Future Challenges for SQSTM1
Knowledge about the molecular signaling pathways of SQSTM1 in the nervous system is still limited, and the relationship between SQSTM1 aggregate accumulation and disease onset remains mostly unknown. Future plans include further analysis focusing on the domain structure, molecular functional analysis, and the relationship between these domains and the development of neurodegenerative diseases caused by SQSTM1 mutations, including liquid-liquid phase separation (LLPS) and its association with SQSTM1 and autophagy.

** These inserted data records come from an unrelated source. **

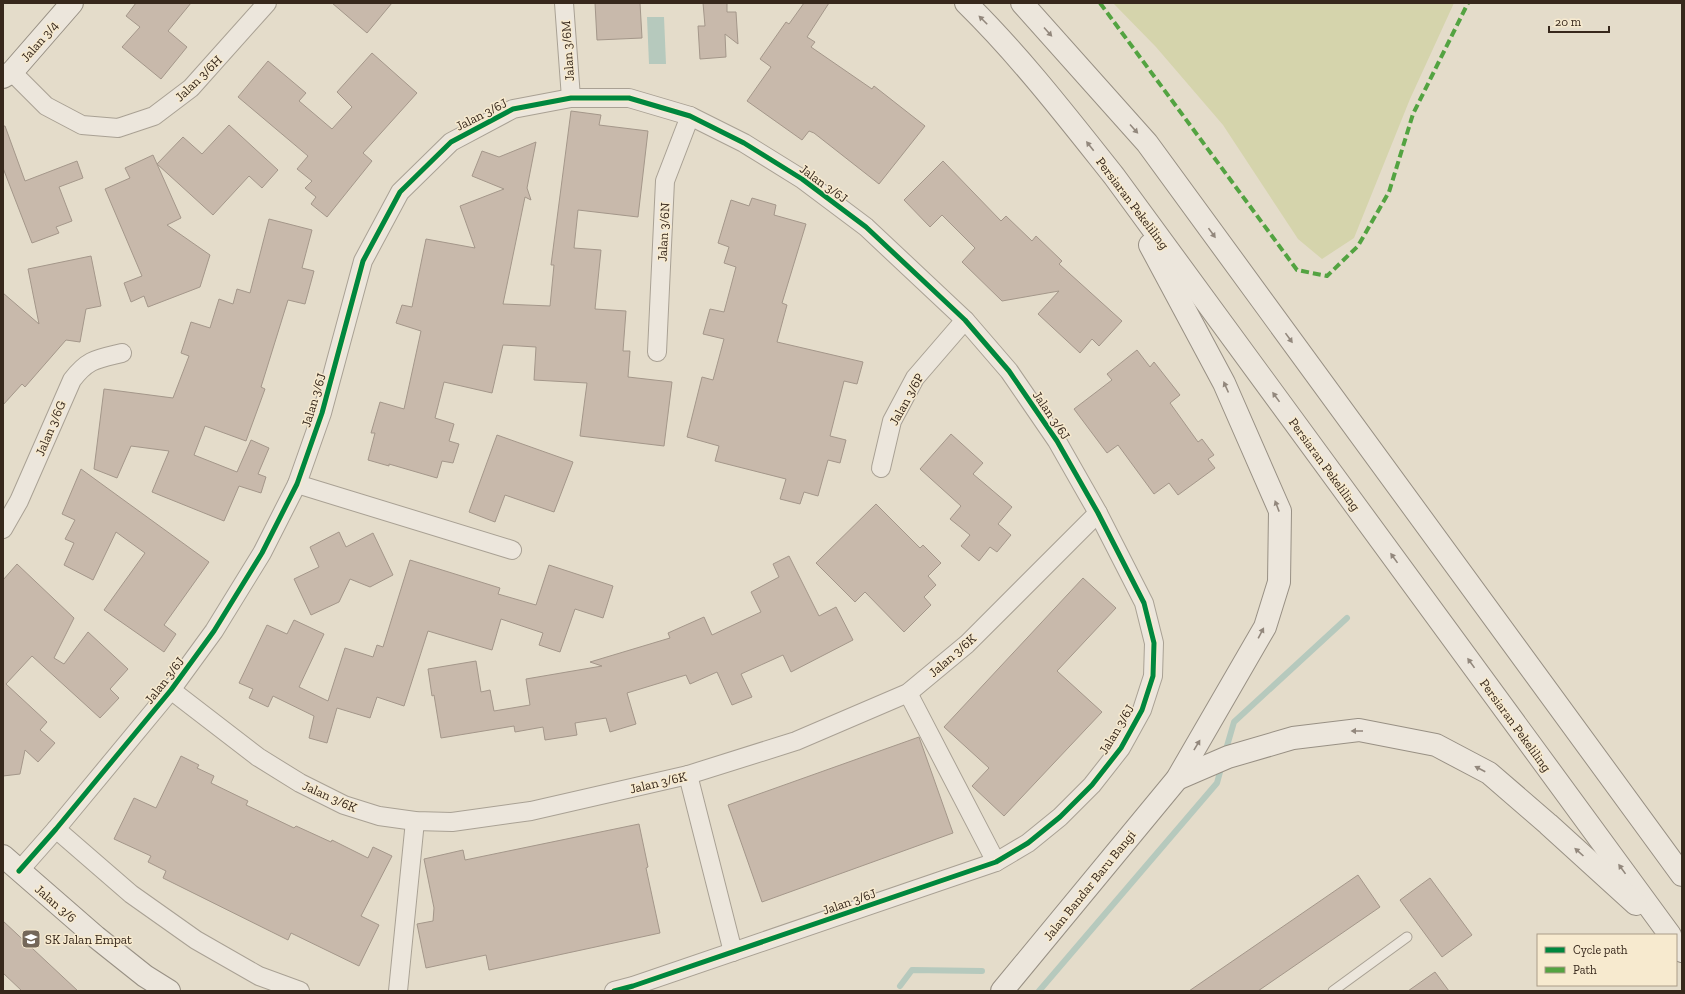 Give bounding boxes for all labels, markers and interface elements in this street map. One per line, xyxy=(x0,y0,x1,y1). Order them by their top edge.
scale bar xyxy=(1549,8,1609,34)
one-way arrow xyxy=(978,15,988,24)
text: 20 m xyxy=(1555,15,1582,29)
street label: Jalan 3/4 xyxy=(18,18,61,65)
street label: Jalan 3/6M xyxy=(558,20,577,82)
one-way arrow xyxy=(1043,27,1052,37)
street label: Jalan 3/6H xyxy=(172,52,225,104)
street label: Jalan 3/6J xyxy=(453,95,509,134)
one-way arrow xyxy=(1130,124,1139,134)
one-way arrow xyxy=(1085,140,1094,151)
street label: Persiaran Pekeliling xyxy=(1093,154,1172,252)
street label: Jalan 3/6J xyxy=(797,161,851,206)
street label: Jalan 3/6N xyxy=(654,202,673,262)
one-way arrow xyxy=(1208,227,1217,238)
one-way arrow xyxy=(1285,332,1293,343)
street label: Jalan 3/6P xyxy=(886,370,927,428)
street label: Jalan 3/6J xyxy=(298,371,329,429)
one-way arrow xyxy=(1223,381,1229,393)
street label: Jalan 3/6J xyxy=(1030,388,1073,443)
one-way arrow xyxy=(1272,392,1280,402)
street label: Jalan 3/6G xyxy=(32,398,69,458)
street label: Persiaran Pekeliling xyxy=(1286,415,1363,514)
one-way arrow xyxy=(1274,500,1280,512)
one-way arrow xyxy=(1390,553,1398,563)
one-way arrow xyxy=(1258,627,1265,638)
street label: Jalan 3/6K xyxy=(926,630,980,680)
street label: Jalan 3/6J xyxy=(141,654,187,707)
one-way arrow xyxy=(1467,658,1475,668)
street label: Persiaran Pekeliling xyxy=(1477,676,1554,775)
street label: Jalan 3/6J xyxy=(1096,702,1137,757)
one-way arrow xyxy=(1350,728,1363,734)
one-way arrow xyxy=(1193,739,1200,751)
one-way arrow xyxy=(1474,765,1486,772)
street label: Jalan 3/6K xyxy=(628,769,689,796)
street label: Jalan 3/6K xyxy=(300,778,360,815)
street label: Jalan Bandar Baru Bangi xyxy=(1040,827,1139,943)
one-way arrow xyxy=(1574,847,1584,857)
one-way arrow xyxy=(1618,864,1626,875)
street label: Jalan 3/6 xyxy=(32,881,79,925)
street label: Jalan 3/6J xyxy=(821,885,878,918)
school or university icon: SK Jalan Empat xyxy=(20,928,42,950)
place label: SK Jalan Empat xyxy=(45,932,132,947)
legend xyxy=(1537,934,1677,986)
text: Cycle path xyxy=(1573,943,1628,957)
text: Path xyxy=(1573,963,1597,977)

Construction of a Novel Human Motor Neuron Model Using iPSCs
Induction of Motor Neuron Differentiation from ALS Patient iPSCs
Through collaborative research with Professor Hedeyuki Okano of Keio University, Professor Hiroaki Miyajima of Hamamatsu Medical University, and Professor Masashi Aoki of Tohoku University, our group has successfully established a culture method for inducing neurons with the characteristics of upper motor neurons from human iPSCs. Inducing differentiation of iPSCs into upper and lower motor neuron-like neurons has revealed selective cell death of upper motor neuron-like neurons in response to various stresses in type 2 ALS patients. These results suggest that human iPSC-derived upper motor neuron-like neurons could serve as a model for upper motor neuron degeneration in ALS patients. Currently, we are conducting cell function analysis focusing on ALS2 molecular network abnormalities to elucidate the molecular mechanisms of upper motor neuron degeneration in ALS patients.

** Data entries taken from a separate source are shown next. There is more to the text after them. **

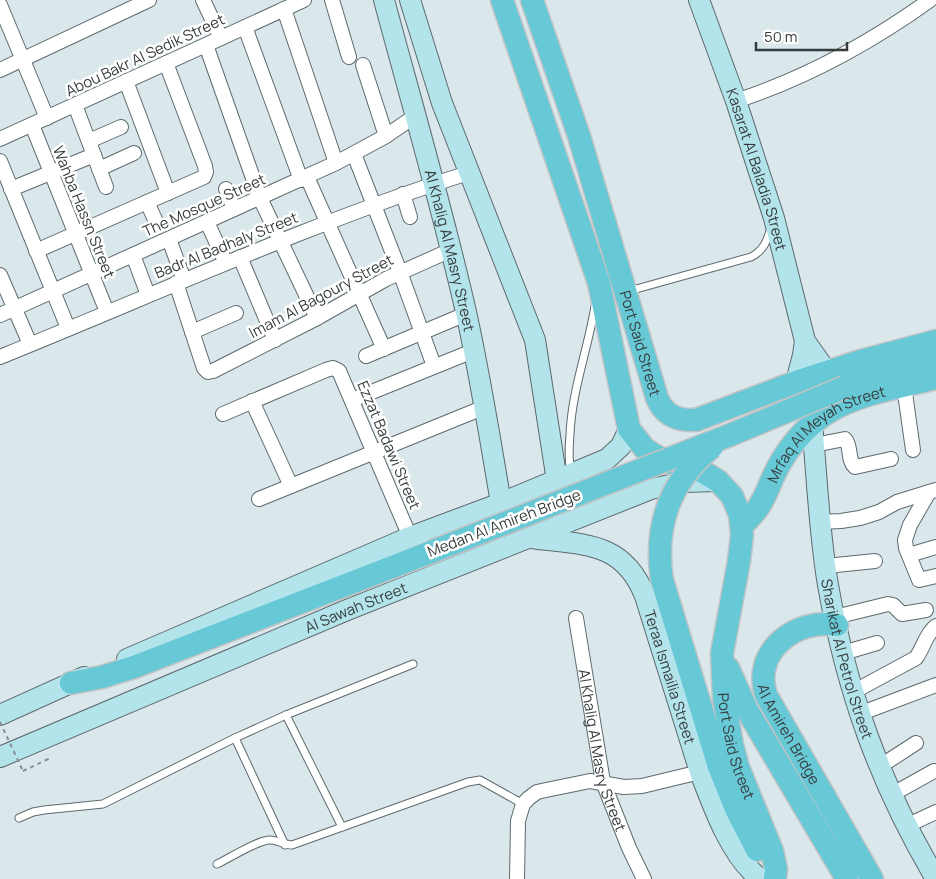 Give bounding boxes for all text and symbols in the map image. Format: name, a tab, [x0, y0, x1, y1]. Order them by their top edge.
street label: Abou Bakr Al Sedik Street	[62, 9, 228, 101]
scale bar	[756, 20, 847, 52]
text: 50 m	[764, 26, 798, 47]
street label: Kasarat Al Baladia Street	[722, 85, 792, 253]
street label: Wahba Hassn Street	[48, 143, 120, 281]
street label: Al Khalig Al Masry Street	[420, 167, 480, 333]
street label: The Mosque Street	[139, 168, 269, 242]
street label: Badr Al Badhaly Street	[151, 207, 301, 283]
street label: Imam Al Bagoury Street	[245, 249, 397, 343]
street label: Port Said Street	[615, 288, 666, 399]
street label: Ezzat Badawi Street	[352, 377, 426, 513]
street label: Mrfaq Al Meyah Street	[761, 380, 887, 486]
street label: Medan Al Amireh Bridge	[424, 484, 584, 562]
street label: Al Sawah Street	[301, 577, 410, 637]
street label: Sharikat Al Petrol Street	[817, 577, 878, 742]
street label: Teraa Ismailia Street	[639, 607, 701, 747]
street label: Al Khalig Al Masry Street	[574, 667, 632, 834]
street label: Al Amireh Bridge	[753, 682, 826, 788]
street label: Port Said Street	[713, 692, 760, 802] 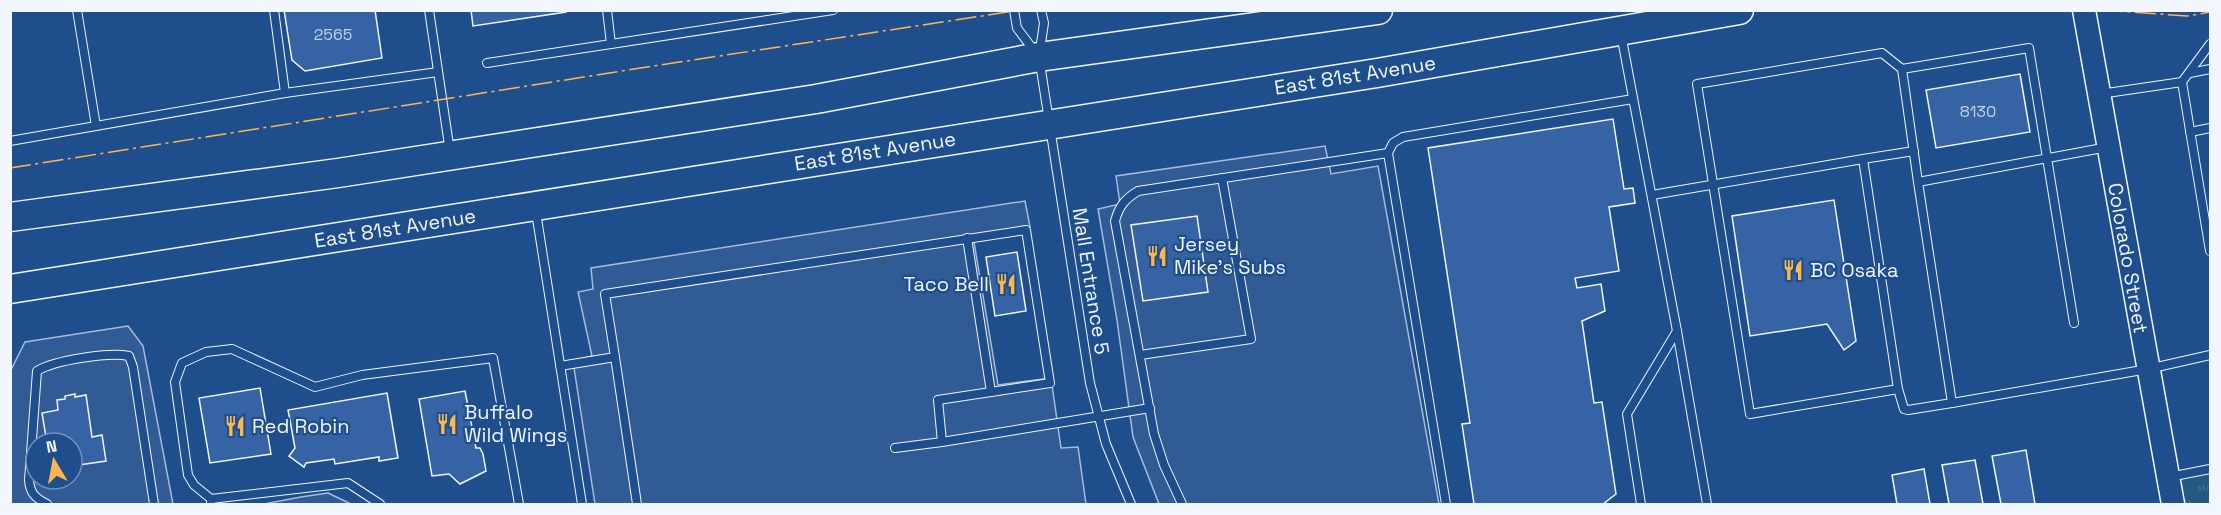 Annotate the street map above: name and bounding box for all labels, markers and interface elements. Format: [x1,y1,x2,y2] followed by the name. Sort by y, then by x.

Analysis of Axonal Organelle Dynamics Using Microfluidic Devices
To elucidate the association between ALS onset and transport abnormalities of autophagosomes and mitochondria, we are conducting an analysis of axonal organelle dynamics using microfluidic devices in collaboration with Professor Hiroshi Kimura of Micro/Nano Technology Center at Tokai University. Specifically, the microfluidic device controls the polarity of ALS mouse model and human iPSC-derived neuronal cells (refer to the figure below), allowing the temporal and quantitative measurement of transport of acidified vesicles and mitochondria, including autophagosomes, within axons. The goal of this research is to reveal the early abnormalities at the molecular and cellular levels before disease onset.
Other Research Topics
Development of a Novel ALS Therapeutic Drug Screening System
Focusing on the autophagy-lysosome system as a therapeutic target for ALS, we aim to establish a drug screening system based on the quantitative measurement of "degradation of abnormal proteins and maintenance of cellular organelle homeostasis through membrane vesicle transport." Currently, we are developing a monitoring method for autophagy-lysosome system at the molecular and cellular levels using mKeima-Red-LC3B transgenic mice.